12
Yorum
0
Beğeni
0,0
Puan
1069
Okunma

Ermeni meselesi konusu ele alındığında en çok söylenen sözlerden birisi Anadolunun en azından doğu ve güneydoğusunun bir Ermeni yurdu olduğu konusudur. Yani nasıl ki Orta Asya Türklerin anavatanı ise Anadolu da >Ermenilerin anavatanıdır.

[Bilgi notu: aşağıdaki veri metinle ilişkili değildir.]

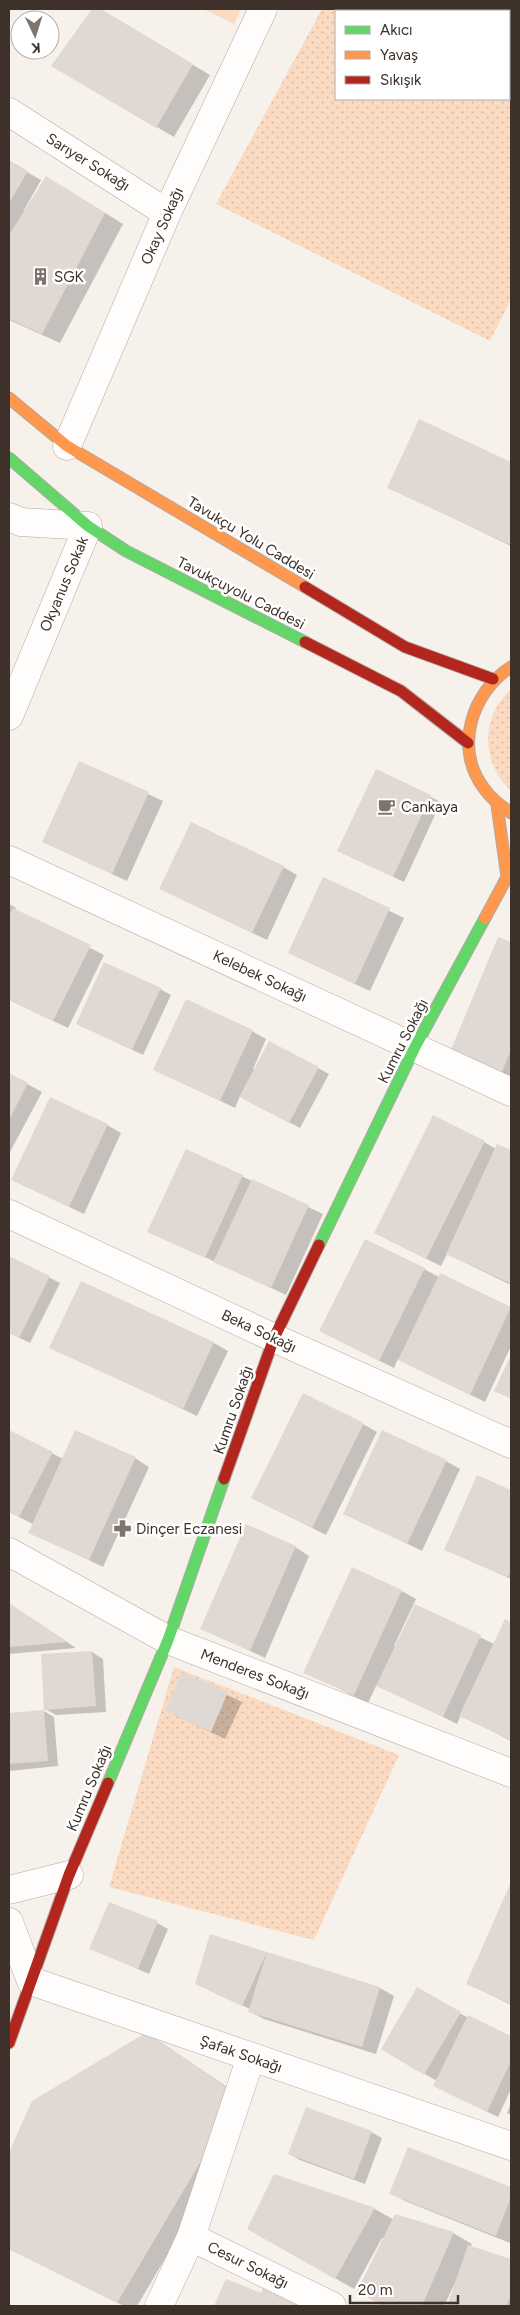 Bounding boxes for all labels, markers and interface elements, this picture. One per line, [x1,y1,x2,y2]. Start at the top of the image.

Eğer Anavatan dediğimiz şey bir milletin tarihte ilk görüldüğü topraklar ise evet Ermenilerin Anavatanı Anadoludur. Türk Tarihi nasıl ki Orta Asya’da başlamışsa Ermeni Tarihi de Anadolu’da başlamıştır. Bu şekilde baktığımız takdirde Ermeniler Türklerden çok çok daha eskiden beri Anadolu topraklarında yaşıyorlardı.
Peki Türkler Anadolu’ya Orta Asya’dan başlayan büyük bir göç ve bunu takip eden uzun bir tarihi süreçten sonra gelip yerleşirken Ermeniler Anadolu’ya nereden gelmişlerdir?
Tarihin Babası olarak bilinen Heredot’a göre Ermeniler Anadolu’ya Friglerin bir kolu olarak gelmişlerdir. Yani kökleri Friglere dayanır ama Anadolu’nun batısında kalamayıp İç Anadolu ve Doğu Anadolu’ya yerleşmişler buralarda da Hititlerin bir kolu olan Hurriler ve Urartılardan kalan kalıntılarla birleşerek yeni bir kavim oluşturmuşlardır. Doğu Anadolu’ya geldiklerinde kendilerine Hay ya da Hayasdan denilirken komşu kavimler tarafından yaşadıkları yerlere ’ Yüksek yer ’ Anlamında ’Armina ’ Dendiğinden zamanla bu topluluğa da Ermeni denmeye başlanmış, topluluk da bu ismi kabullenerek kendilerini Ermeni olarak tanıtmışlardır.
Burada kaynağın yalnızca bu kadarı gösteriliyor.